Dessa forma, a mudança concretizou-se por motivos que perpassam contextualização, (ré)conquista social ou mesmo resistência. O fato é que, ainda que não se perca de vista o longo e estrutural patriarcado e a (ré)formulação de discursos localizando as mulheres no lugar de serventes dos homens, esses elementos modificados, citados ao longo desse tópico, permitem um discurso que reformule a perspetiva da prostituição e transfira a culpa da prática para a estrutura ou a sociedade e não mais para o indivíduo. Deste modo, foi possível que a Igreja passasse a considerar assustador o fato de a sociedade se calar perante a existência da prostituição e não o fato de mulheres a praticarem, como afirmou Maria Roselly, uma das fundadoras da PMM em Rondonópolis. 
A referência histórica do abolicionismo cristão e sua ligação com o movimento feminista foram analisadas ao longo deste subcapítulo. No entanto, sozinhas não explicam os elementos constitutivos do discurso da PMM ou de sua metodologia de trabalho. Neste sentido, fazendo referência à configuração da Igreja no país, especificamente a alguns posicionamentos em vigência na década de fundação da Pastoral e, de novo, a elementos do feminismo, podemos analisar seu discurso de forma minuciosa.
 
CONCLUSÃO 
Neste presente trabalho abordamos acerca da prostituição para a feita deste trabalho. Consideramos que a prostituição assenta num sistema secular de domínio sexual dos homens sobre as mulheres e que perpetua as desigualdades de género.

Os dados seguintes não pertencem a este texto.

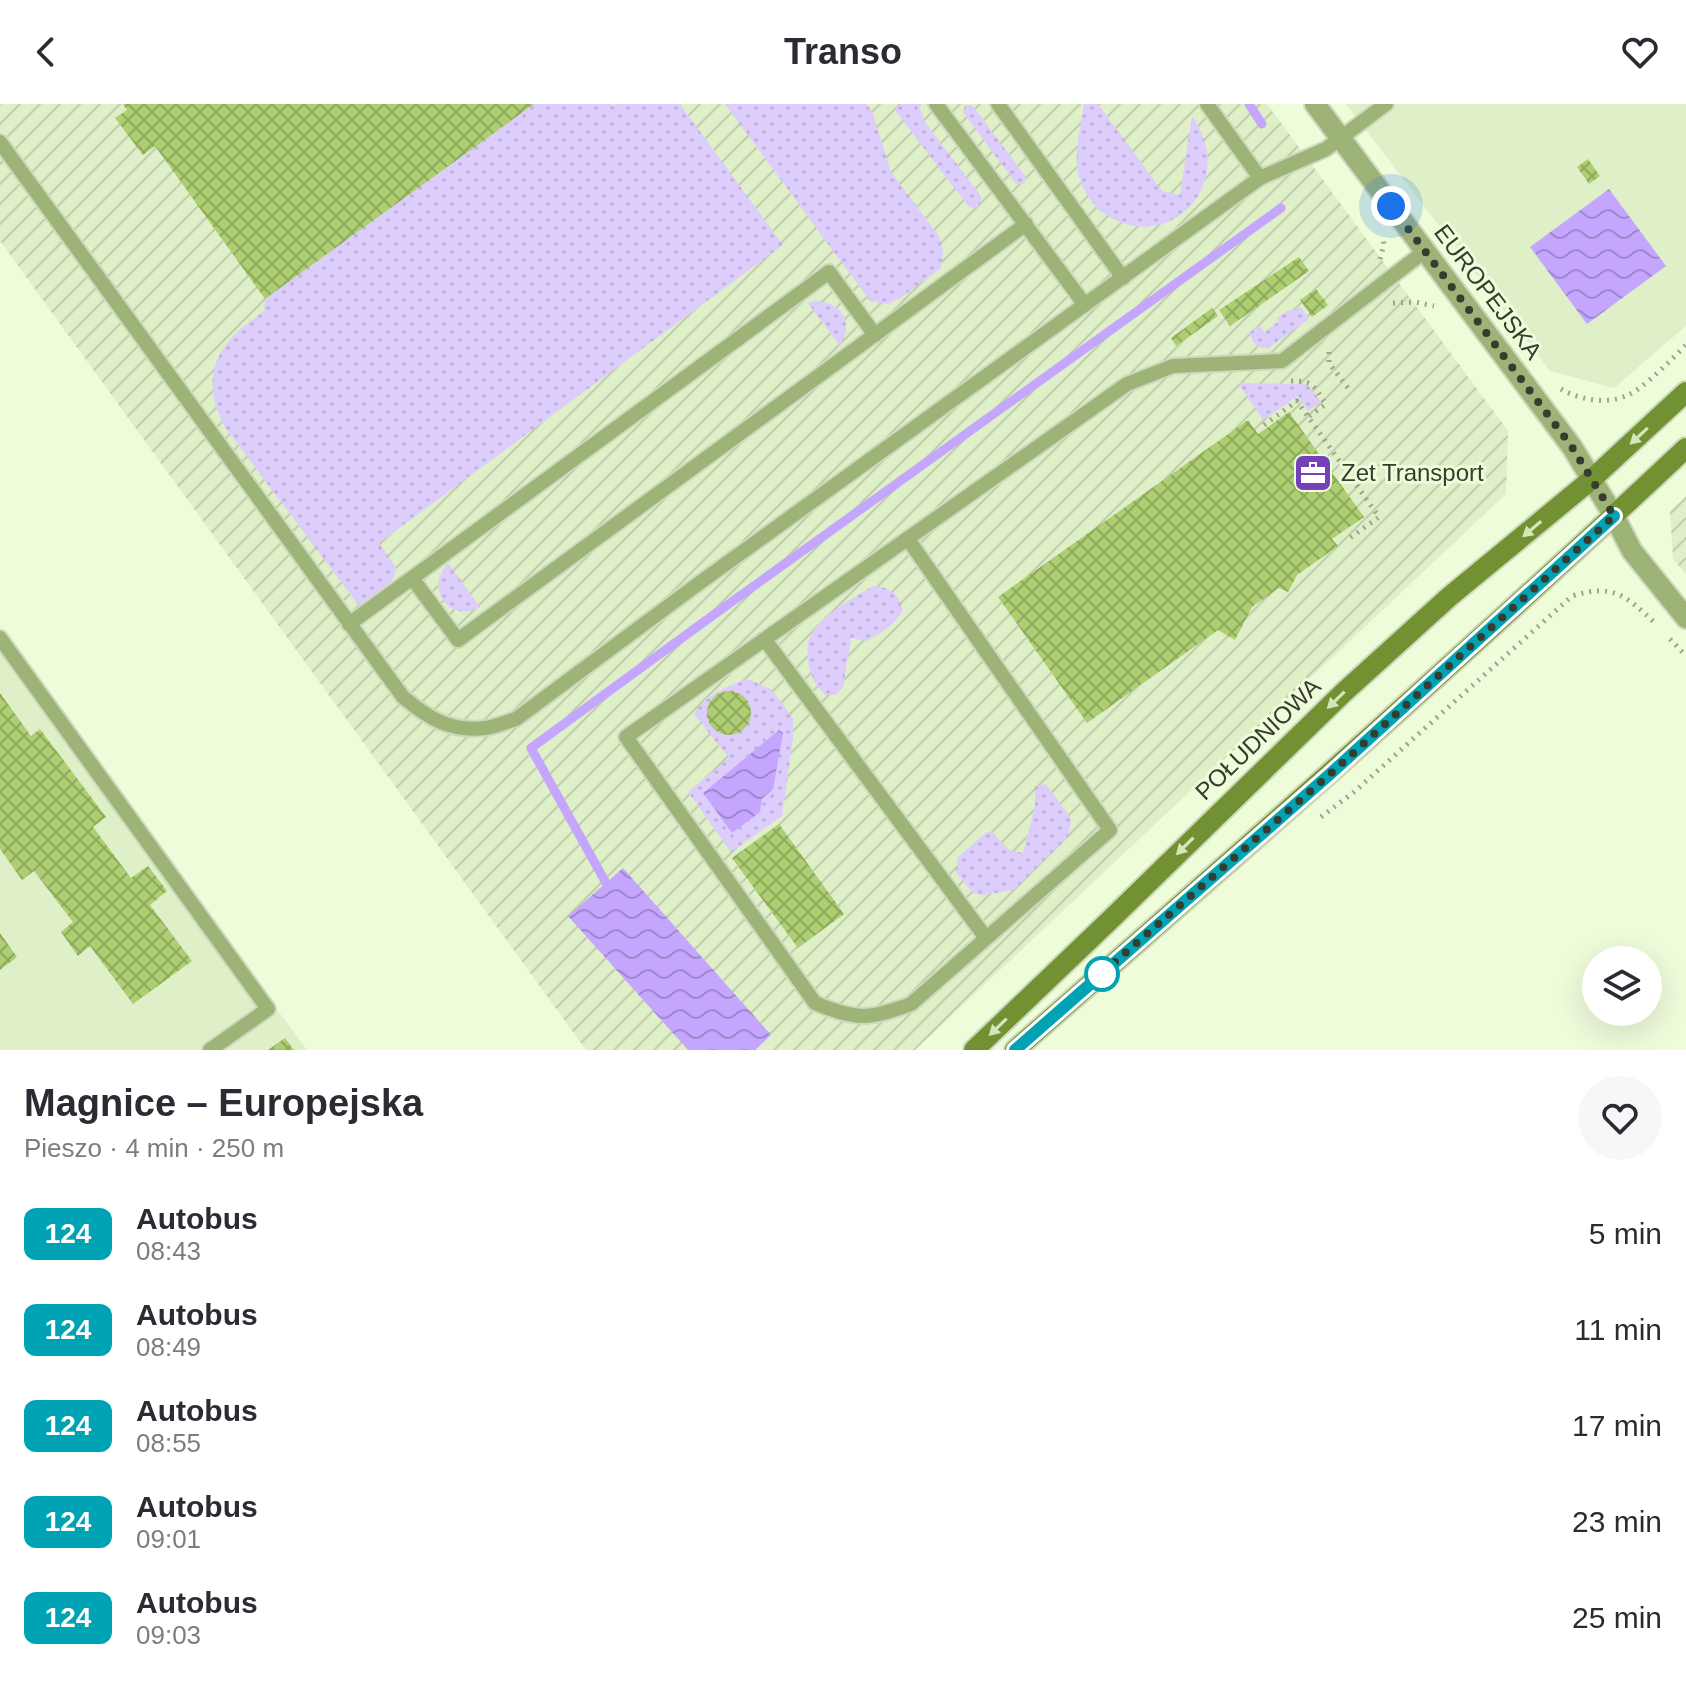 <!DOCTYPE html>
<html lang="pl">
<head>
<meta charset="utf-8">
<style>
  :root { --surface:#fff; --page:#f7f7f7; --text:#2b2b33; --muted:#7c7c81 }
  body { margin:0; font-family:Helvetica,sans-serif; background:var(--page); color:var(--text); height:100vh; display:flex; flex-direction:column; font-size:30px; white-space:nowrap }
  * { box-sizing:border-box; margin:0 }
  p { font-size:26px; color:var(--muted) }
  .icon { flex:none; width:44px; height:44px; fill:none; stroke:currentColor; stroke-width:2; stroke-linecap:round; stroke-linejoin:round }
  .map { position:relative; height:946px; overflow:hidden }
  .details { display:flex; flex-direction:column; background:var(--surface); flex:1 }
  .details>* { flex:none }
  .badge { padding:0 16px; border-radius:12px; font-size:28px; line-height:52px }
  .controls { position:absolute; left:1582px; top:842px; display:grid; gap:16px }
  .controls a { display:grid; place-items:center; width:80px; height:80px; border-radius:50%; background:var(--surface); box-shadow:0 8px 32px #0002; font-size:40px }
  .you { position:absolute; width:40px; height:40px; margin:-20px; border:6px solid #fff; border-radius:50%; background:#1a73e8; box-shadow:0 0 0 12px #1a73e833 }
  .map>.badge { position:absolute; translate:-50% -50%; box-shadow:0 0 0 4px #fff }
  .round { display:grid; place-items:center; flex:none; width:84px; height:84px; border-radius:42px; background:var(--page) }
  .headline { display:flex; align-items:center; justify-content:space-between; height:136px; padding:0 24px }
  h1 { font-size:38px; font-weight:700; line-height:60px }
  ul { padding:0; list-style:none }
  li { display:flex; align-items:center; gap:24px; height:96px; padding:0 24px }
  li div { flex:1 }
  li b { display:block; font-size:30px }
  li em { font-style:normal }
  li .badge { min-width:88px; font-weight:700; text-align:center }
  header { display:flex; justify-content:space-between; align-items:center; height:104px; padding:0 24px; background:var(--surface); font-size:36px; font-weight:700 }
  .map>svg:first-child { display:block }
</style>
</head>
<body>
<header><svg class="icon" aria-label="back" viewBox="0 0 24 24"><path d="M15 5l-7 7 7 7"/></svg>Transo<svg class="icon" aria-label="heart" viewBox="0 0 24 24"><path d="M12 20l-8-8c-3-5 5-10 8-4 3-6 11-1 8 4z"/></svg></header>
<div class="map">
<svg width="1686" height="946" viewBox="0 0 1686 946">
  <defs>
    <pattern id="industrial-furrows" width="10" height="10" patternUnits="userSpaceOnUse" patternTransform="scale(2)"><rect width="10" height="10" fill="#dfefc7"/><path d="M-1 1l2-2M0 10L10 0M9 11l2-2" fill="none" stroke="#c0ceab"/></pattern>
    <pattern id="grass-dots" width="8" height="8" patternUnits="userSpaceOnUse" patternTransform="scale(2)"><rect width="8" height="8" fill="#dccdfd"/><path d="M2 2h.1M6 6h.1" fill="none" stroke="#bdb1d9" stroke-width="1.8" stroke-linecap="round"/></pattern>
    <pattern id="water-waves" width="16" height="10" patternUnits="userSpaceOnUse" patternTransform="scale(2)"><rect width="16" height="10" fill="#c4a6ff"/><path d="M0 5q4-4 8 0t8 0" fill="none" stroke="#a088cf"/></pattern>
    <pattern id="building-cross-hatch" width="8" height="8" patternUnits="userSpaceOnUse" patternTransform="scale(2)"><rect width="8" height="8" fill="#adcf71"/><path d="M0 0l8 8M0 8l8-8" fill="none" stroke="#8ea95d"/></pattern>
  </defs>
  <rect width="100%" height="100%" fill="#eefcda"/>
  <!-- built -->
  <path fill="#dfefc7" d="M1346 0H1686V222L1614 284 1550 267Z
    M0 530 307 946H0Z"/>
  <!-- industrial -->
  <path fill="url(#industrial-furrows)" d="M0 0H1267L1508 327 1506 390 915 946H586L0 137Z
    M1686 392V470L1673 455 1670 407Z"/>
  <!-- grass -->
  <path fill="url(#grass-dots)" d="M534 0H611L613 2 616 0H680L783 141 379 439 396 464C394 483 374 492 359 502L227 326C208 293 205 261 234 231 243 222 254 215 264 207L265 195Z
    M725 0H866L872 7 891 68 939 132 943 147 941 164 902 193 888 200 870 197Z
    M901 0H919L924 17 981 92V97L978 103 973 104 968 102 894 5Z
    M1084 0H1098L1162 87 1180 91 1192 12C1240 80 1167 155 1102 108 1090 99 1080 82 1078 67 1074 46 1081 21 1084 0Z
    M965 1H972L1026 73 1024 80H1016L963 8Z
    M814 197C841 197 855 218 840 242L808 199Z
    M1301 203 1309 215 1270 243 1262 244 1254 239 1249 229 1259 221 1265 228 1279 217 1277 214 1289 206 1291 207Z
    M1238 279 1304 280 1310 283 1321 298 1308 307 1298 292 1263 316Z
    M448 459 480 503C450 520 424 485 448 459Z
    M873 482C891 484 897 488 903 506 895 521 881 529 866 537L851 534 843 583 836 591H825C814 580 808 567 808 552 808 548 807 543 808 539 814 514 852 495 873 482Z
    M747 575 771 585 793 614V634L782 712 731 748 688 688 729 654 694 610C702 594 730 580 747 575Z
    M1046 680 1070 713 1071 718 1068 733 1014 786 983 791 973 789 956 768 958 753 987 728 993 729 1009 746 1023 749 1035 702V682Z"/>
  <!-- water -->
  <path fill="url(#water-waves)" d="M1609 85 1666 162 1587 220 1530 143Z
    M779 626 783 629 773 685 762 695 760 708 732 729 703 689Z
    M623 764 771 931 755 946H688L568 812Z"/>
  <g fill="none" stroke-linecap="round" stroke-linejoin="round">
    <!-- stream -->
    <path stroke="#c4a6ff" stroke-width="9" d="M1249 0 1262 20
      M606 779 531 644 712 512 1281 104"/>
  </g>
  <!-- building -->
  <path fill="url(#building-cross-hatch)" d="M123 0H534L265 195 155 42 143 51 115 14 127 6Z
    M1588 55 1600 72 1589 80 1577 63Z
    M1299 153 1309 167 1230 222 1219 206Z
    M1316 185 1328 201 1312 213 1300 196Z
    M1212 204 1218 212 1176 242 1171 234Z
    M1289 308 1364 413 1332 435 1338 442 1297 471 1288 488 1279 484 1252 503 1235 536 1218 526 1087 619 998 493 1248 316 1258 330Z
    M707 609a22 22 0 1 1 44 0a22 22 0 1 1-44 0Z
    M0 589 31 632 40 625 106 713 93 723 131 774 148 762 167 787 150 801 192 857 133 900 90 842 78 852 61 828 73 818 34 767 22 776 0 745Z
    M779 720 844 810 798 844 732 754Z
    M0 829 17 853 0 866Z
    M285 934 294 946H268Z"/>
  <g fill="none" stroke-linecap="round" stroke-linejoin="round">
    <!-- lane casing -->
    <g stroke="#cdd9bb" stroke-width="18">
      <path id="lane" d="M936 0 1085 201
        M998 0 1123 174
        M1207 0 1260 74
        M0 38 403 593C428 614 450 628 485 624 495 623 506 618 516 615L698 480 1260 74 1326 45 1386 0
        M875 231 829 168 412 474 458 536 1026 120
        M908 435 1110 726 911 900C869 915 857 917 815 899L626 633 1127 280 1173 262 1282 257 1425 147
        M349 520 412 474
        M0 534 268 905 210 946
        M765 536 986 834"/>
    </g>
    <!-- street casing -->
    <g stroke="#cdd9bb" stroke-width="24">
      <path id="street" d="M1315 0 1572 343 1614 412 1632 447 1686 514"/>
    </g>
    <!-- secondary casing -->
    <g stroke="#cdd9bb" stroke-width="24">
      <path id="secondary" d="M974 946 1109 817 1343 589 1449 493 1592 375 1686 288
        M1015 946C1241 748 1467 550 1686 344"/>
    </g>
    <!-- path -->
    <path stroke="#9ca68d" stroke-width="5" stroke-dasharray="2 6" stroke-linecap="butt" d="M1380 155 1384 140 1383 133
      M1393 199 1415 198 1434 202
      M1329 248V259L1348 284
      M1291 277C1315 277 1313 282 1326 300L1308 313
      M1561 285C1580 296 1607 301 1628 291 1643 285 1673 254 1686 241
      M1264 321 1297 297 1379 413 1347 436
      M1670 535 1686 552
      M1321 713 1354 688 1572 492C1614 479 1626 492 1655 519"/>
    <!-- lane -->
    <use href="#lane" stroke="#9db378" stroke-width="14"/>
    <!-- street -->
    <use href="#street" stroke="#9db378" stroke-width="20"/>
    <!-- secondary -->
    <use href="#secondary" stroke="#729132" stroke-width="20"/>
  </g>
  <!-- one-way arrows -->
  <defs><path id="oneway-solid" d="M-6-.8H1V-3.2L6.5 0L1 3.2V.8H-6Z" transform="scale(2)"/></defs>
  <g fill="#d5e7b8">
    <use href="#oneway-solid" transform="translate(1639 332) rotate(137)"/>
    <use href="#oneway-solid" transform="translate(1532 425) rotate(140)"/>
    <use href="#oneway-solid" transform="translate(1336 596) rotate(136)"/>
    <use href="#oneway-solid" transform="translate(1185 742) rotate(135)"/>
    <use href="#oneway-solid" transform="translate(998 923) rotate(136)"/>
  </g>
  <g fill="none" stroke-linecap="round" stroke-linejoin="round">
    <!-- line casing -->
    <g stroke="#fff" stroke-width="18">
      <path id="line" d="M1015 946 1329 671 1614 412"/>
    </g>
    <!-- line -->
    <use href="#line" stroke="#00a3b4" stroke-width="12"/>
    <!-- walk -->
    <path stroke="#363c2e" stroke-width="8" stroke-dasharray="0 14.4" d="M1102 870 1092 878 1329 671 1614 412 1572 343 1391 102"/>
  </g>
  <!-- icons -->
  <defs>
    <g id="office-square" transform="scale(2)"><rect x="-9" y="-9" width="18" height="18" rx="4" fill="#7341b8" stroke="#eefcda"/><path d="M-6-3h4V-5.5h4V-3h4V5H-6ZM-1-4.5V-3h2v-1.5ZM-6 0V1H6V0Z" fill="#fff"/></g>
  </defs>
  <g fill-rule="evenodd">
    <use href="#office-square" x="1313" y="369"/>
  </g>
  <!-- markers -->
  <circle fill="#fff" stroke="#00a3b4" stroke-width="4" cx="1102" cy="870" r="16"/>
  <g text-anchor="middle" stroke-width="6" stroke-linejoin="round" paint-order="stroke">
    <!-- street labels -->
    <g font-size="24" fill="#363c2e" stroke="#eefcda">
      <text transform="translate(1488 188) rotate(53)" y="8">EUROPEJSKA</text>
      <text transform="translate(1258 635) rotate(-44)" y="8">POŁUDNIOWA</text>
    </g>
    <!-- poi labels -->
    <g font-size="24" fill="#363c2e" stroke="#eefcda" text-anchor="start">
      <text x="1341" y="377">Zet Transport</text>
    </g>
  </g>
</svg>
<div class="controls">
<a><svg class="icon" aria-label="layers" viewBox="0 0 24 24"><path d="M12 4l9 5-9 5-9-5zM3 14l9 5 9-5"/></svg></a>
</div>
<div class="you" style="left:1391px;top:102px"></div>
</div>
<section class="details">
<div class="headline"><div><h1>Magnice – Europejska</h1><p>Pieszo · 4 min · 250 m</p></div><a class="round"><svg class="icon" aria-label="heart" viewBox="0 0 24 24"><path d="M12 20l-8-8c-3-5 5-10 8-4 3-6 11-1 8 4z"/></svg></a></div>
<ul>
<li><span class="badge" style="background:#00a3b4;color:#fff">124</span><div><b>Autobus</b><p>08:43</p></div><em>5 min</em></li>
<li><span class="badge" style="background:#00a3b4;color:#fff">124</span><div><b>Autobus</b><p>08:49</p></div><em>11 min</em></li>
<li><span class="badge" style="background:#00a3b4;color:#fff">124</span><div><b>Autobus</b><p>08:55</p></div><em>17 min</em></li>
<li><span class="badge" style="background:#00a3b4;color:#fff">124</span><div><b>Autobus</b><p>09:01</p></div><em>23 min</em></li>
<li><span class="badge" style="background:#00a3b4;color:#fff">124</span><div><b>Autobus</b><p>09:03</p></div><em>25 min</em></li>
</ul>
</section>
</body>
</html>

Embora o fenómeno da prostituição seja hoje muito mais complexo, pela diversidade de pessoas que exercem esta atividade, não podendo deixar de ser analisada a prostituição masculina, esta continua a existir, contudo, na esmagadora maioria das situações para “uso” dos homens. Todavia, as posições abolicionistas que tiveram o seu percurso histórico, estão hoje desajustadas da realidade. Ao colocarem a tónica na vitimação das mulheres, apontando-lhes apenas o “caminho” da saída da prostituição, quando muitas delas podem querer optar por esse modo de vida, leva a que não sejam consignados direitos para as mulheres que exercem esta atividade. Trata-se, assim, de aceitar que existam mulheres marginalizadas, estigmatizadas, sem direitos, o que não condiz com uma perspetiva feminista de defesa dos direitos de todas as mulheres. Assumir posições moralistas de indicar o “caminho” às pessoas também não condiz com a liberdade individual, embora se saiba que a chamada “livre escolha” está condicionada por muitos fatores, nestas circunstâncias. Nosso posicionamento, entretanto, pela necessidade de medidas que confiram direitos a quem vive da prostituição, mas de modo a que o negócio não seja fomentado pela legalização de bordéis ou acantonamento em zonas específicas, que causem ainda maior estigmatização, ou, ainda, através de um controlo estatal sobre as prostitutas. As qu e optem por exercer esta atividade devem ter direitos que lhes permita maior autonomia, evitar o proxenetismo e estabelecer regras sobre os clientes. As que optem por sair da prostituição devem ter condições para tal. Ao mesmo tempo, o combate ao tráfico e à prostituição “forçada” deve ser reforçado pelos governos, desmontando as organizações criminosas que atuam nesta área.